__REQUIRED WORK__. Please look for the string "each" below and report every line in which it occurs.

__DATASET EXCERPTS__.

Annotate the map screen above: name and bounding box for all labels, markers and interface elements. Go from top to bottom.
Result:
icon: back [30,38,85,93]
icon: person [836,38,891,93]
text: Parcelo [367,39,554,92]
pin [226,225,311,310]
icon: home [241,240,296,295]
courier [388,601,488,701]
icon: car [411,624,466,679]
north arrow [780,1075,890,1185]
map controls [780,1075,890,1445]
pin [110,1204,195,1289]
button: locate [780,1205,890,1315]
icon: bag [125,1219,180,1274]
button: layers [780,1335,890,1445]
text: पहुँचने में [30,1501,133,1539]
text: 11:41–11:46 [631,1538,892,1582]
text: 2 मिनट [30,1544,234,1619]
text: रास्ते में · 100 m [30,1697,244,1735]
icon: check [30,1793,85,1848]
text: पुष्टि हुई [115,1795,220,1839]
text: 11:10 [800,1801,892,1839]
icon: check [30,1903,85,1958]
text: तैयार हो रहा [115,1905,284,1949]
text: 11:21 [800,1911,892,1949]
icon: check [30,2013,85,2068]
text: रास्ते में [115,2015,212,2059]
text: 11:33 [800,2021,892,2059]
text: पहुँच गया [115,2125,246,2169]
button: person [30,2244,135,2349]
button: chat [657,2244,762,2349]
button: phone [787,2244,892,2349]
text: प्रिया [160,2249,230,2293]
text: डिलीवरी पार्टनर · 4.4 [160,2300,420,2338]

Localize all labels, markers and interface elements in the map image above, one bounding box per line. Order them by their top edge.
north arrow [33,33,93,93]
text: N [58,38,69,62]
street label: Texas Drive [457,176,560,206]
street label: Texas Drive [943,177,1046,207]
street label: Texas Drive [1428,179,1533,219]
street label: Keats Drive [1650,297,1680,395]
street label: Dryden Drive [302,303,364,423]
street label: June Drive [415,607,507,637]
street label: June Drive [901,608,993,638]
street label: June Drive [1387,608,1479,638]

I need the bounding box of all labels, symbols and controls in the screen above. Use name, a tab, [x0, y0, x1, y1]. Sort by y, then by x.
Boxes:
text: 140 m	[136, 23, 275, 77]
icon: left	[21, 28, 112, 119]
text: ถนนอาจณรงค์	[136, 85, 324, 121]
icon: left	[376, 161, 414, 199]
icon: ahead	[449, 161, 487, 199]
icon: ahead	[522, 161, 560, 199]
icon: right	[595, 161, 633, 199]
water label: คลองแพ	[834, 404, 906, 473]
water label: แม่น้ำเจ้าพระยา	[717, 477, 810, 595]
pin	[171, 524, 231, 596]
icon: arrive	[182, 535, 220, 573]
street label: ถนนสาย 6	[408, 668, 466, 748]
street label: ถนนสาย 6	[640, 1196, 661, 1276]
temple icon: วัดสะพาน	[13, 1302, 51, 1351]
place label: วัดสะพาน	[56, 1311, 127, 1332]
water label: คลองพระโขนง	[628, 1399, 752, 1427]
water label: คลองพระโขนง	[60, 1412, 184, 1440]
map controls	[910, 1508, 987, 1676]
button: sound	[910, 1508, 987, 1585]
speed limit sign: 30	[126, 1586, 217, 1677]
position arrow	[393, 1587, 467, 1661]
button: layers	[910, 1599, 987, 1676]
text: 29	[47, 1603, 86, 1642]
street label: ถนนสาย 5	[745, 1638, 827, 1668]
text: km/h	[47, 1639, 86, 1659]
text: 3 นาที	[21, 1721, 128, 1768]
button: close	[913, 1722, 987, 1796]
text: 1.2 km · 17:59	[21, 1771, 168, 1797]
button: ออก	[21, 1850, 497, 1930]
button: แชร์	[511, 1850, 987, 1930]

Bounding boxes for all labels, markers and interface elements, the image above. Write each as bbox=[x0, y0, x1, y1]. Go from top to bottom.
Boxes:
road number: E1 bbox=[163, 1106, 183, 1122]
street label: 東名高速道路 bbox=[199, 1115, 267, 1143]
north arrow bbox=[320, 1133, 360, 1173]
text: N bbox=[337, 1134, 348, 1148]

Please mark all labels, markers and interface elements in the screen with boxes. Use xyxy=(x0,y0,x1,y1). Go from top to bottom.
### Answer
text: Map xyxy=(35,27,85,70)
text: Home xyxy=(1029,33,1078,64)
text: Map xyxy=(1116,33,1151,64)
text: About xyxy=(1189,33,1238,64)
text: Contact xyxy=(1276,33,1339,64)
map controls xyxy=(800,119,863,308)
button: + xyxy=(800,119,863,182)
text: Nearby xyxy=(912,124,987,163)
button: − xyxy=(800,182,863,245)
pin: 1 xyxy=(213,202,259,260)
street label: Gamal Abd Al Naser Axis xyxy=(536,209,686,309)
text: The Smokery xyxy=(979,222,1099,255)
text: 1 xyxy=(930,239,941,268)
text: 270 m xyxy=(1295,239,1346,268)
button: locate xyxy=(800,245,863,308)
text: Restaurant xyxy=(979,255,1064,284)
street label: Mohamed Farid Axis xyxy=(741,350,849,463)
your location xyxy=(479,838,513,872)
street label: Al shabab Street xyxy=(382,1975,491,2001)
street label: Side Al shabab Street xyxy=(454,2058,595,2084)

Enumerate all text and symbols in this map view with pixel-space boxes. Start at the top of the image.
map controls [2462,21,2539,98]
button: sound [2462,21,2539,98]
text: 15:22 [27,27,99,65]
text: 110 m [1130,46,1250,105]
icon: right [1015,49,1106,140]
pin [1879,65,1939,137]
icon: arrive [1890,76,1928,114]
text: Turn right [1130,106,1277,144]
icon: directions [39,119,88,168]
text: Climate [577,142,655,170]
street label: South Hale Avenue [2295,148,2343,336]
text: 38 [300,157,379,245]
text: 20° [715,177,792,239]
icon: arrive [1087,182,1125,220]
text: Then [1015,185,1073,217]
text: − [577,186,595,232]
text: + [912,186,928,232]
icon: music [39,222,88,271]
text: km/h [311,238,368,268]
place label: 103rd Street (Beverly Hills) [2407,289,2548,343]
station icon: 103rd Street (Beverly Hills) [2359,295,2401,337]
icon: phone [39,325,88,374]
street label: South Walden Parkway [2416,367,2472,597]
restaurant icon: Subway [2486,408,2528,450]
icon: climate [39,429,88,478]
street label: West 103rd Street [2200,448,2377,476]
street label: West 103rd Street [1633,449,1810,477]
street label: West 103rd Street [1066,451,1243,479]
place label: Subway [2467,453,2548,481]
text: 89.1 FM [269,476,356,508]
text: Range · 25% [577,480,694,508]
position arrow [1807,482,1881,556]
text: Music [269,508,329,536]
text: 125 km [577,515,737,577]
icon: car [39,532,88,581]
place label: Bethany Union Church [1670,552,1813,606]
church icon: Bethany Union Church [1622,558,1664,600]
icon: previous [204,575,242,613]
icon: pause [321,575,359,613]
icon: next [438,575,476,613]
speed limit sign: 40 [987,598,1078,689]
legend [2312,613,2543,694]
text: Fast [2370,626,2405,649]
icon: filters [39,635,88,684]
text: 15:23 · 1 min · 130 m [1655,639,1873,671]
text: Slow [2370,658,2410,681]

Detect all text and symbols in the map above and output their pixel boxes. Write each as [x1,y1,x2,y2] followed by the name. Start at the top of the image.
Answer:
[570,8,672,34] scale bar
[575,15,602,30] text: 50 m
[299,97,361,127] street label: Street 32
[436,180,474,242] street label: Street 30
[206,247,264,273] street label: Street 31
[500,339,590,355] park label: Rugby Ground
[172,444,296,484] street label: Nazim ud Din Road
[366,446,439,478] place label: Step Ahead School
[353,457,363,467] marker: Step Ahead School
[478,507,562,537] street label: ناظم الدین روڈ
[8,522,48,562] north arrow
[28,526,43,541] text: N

__RESULT OF THIS EXERCISE__.
Bounding boxes for all labels, markers and interface elements, the image above. Write each as bbox=[x0, y0, x1, y1]. Go from top to bottom.
Detect all text and symbols in the map above and output their pixel boxes. Write each as [x1,y1,x2,y2] followed by the name. Start at the top of the image.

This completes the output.